I personally prefer Lucas, but I have had people remark they prefer the spelling Lukas or the Polish Lukasz (which is v. nice but I think is pronounced slightly differently).


----------



## ttc1soon

I like Lucas better too, if you spell it differently your son will have his name constantly spelled wrong or will have to always so "Lucas with a K". My mom is "Christine with a K" and I actually like it better with a K but she hates that she always has to say that.


----------



## Saphira

I like the spelling with a K better. :)


----------



## B&LsMom

Thanks Saphira!! I seem to be out numbered with this LOL


----------



## SarahBear

At first glance, "Lukas" appears to be a "creative" spelling of Lucas which gives me an immediate aversion to it and leads me to think that Lucas is better. However, I did a google search and it appears that this is not the case as Lukas is the standard spelling in some other languages. Based on this I feel that "Lukas" is OK. Based on the meaning however (from Lucania), I would be inclined to go with the spelling L-u-c-a-s.


----------



## Saphira

blakesmom said:


> Thanks Saphira!! I seem to be out numbered with this LOL

I truly like it with a K. :) Then again, K looks better when making harder sounds. C looks soft to me. Plus, it's different but not so different that people would come to the conclusion that the name's pronounced another way, for example. If Lukas looks better to you and your heart's set on that spelling I'd definitely go for it! :thumbup:


----------



## kjsmummy

lucas x


----------



## MetalMaiden

i love Lukas!


----------



## B&LsMom

I just think the K stands out a bit where the c looks so little in the middle :shrug:


----------



## AngelofTroy

I LOVE the name Lucas, (I prefer the C but both are nice) but OH won't let me use it :( He makes lightsaber noises :S


----------



## Sarah27

What about Luka?? :O) 
love Lucas and Lukas....... I would go for Lukas tho its more unusual!


----------



## B&LsMom

AngelofTroy said:


> I LOVE the name Lucas, (I prefer the C but both are nice) but OH won't let me use it :( He makes lightsaber noises :S

I'm pretty sure DH is going to be saying "Luke, I am your FATHER" often :haha:


----------



## B&LsMom

Sarah27 said:


> What about Luka?? :O)
> love Lucas and Lukas....... I would go for Lukas tho its more unusual!

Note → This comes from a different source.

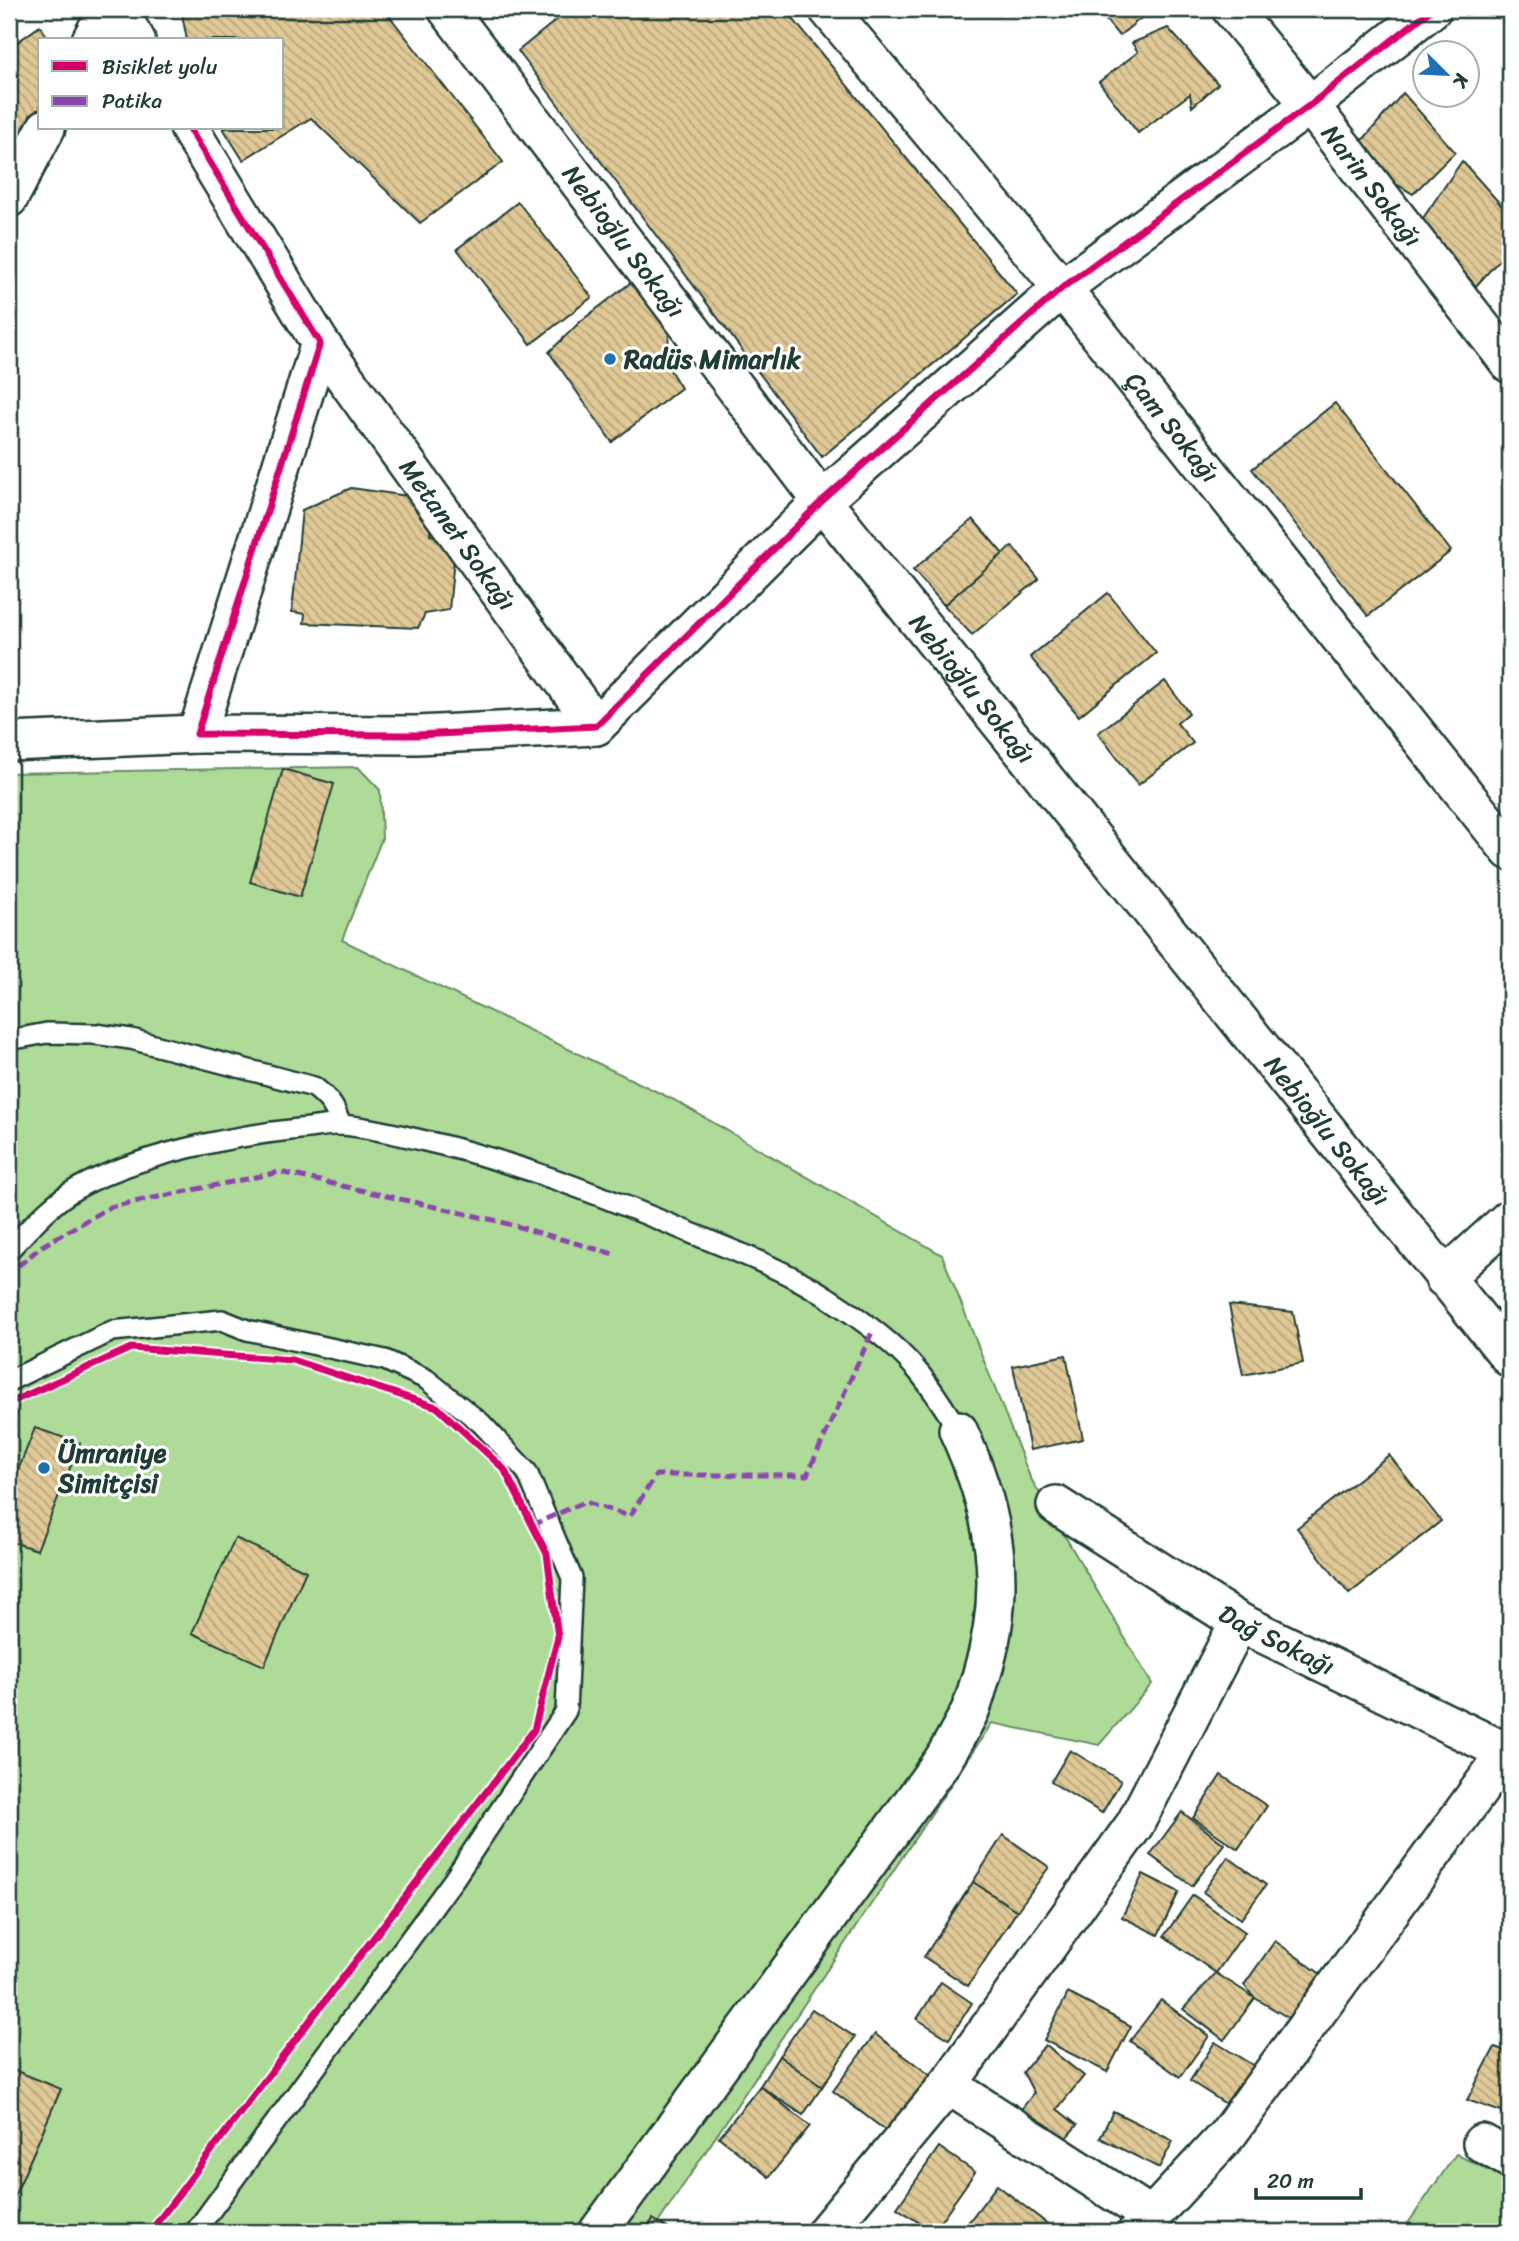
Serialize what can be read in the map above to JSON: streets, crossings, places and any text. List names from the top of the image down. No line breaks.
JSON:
{"streets":{"street":["Narin Sokağı","Nebioğlu Sokağı","Çam Sokağı","Metanet Sokağı","Dağ Sokağı"]},"places":["Radüs Mimarlık","Ümraniye Simitçisi"],"legend":["Bisiklet yolu","Patika"],"scale_bar":"20 m","north":"bottom right"}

I kind of thought if we did go with the L-u-k-a-s spelling--Luka might be a nice short name rather than Luke...


----------



## Seity

Lucas.


----------



## futuremama88

I love them both, but I'd go with Lucas unless you're greek or something.


----------



## B&LsMom

Nope not greek LOL


----------



## Mrs Bee

I prefer the name spelt Lucas...but absolutely love the name Luka.... For some reason I just don't like the k in Lucas... But if your heart is set on Lukas then go for it, just be ready to correct others when they spell his name wrong xx


----------



## sowanted

My choice is 'Lucas' because I can't come up with any benefit to making it 'different'.

Strange that Lucas becomes shortened as Luke when we're talking about a nickname...but hey ho, that's just language, eh? :)

(And for what it's worth: can't say I'm a huge fan of 'Luca'...works if you're Italian.) 

Good luck.


----------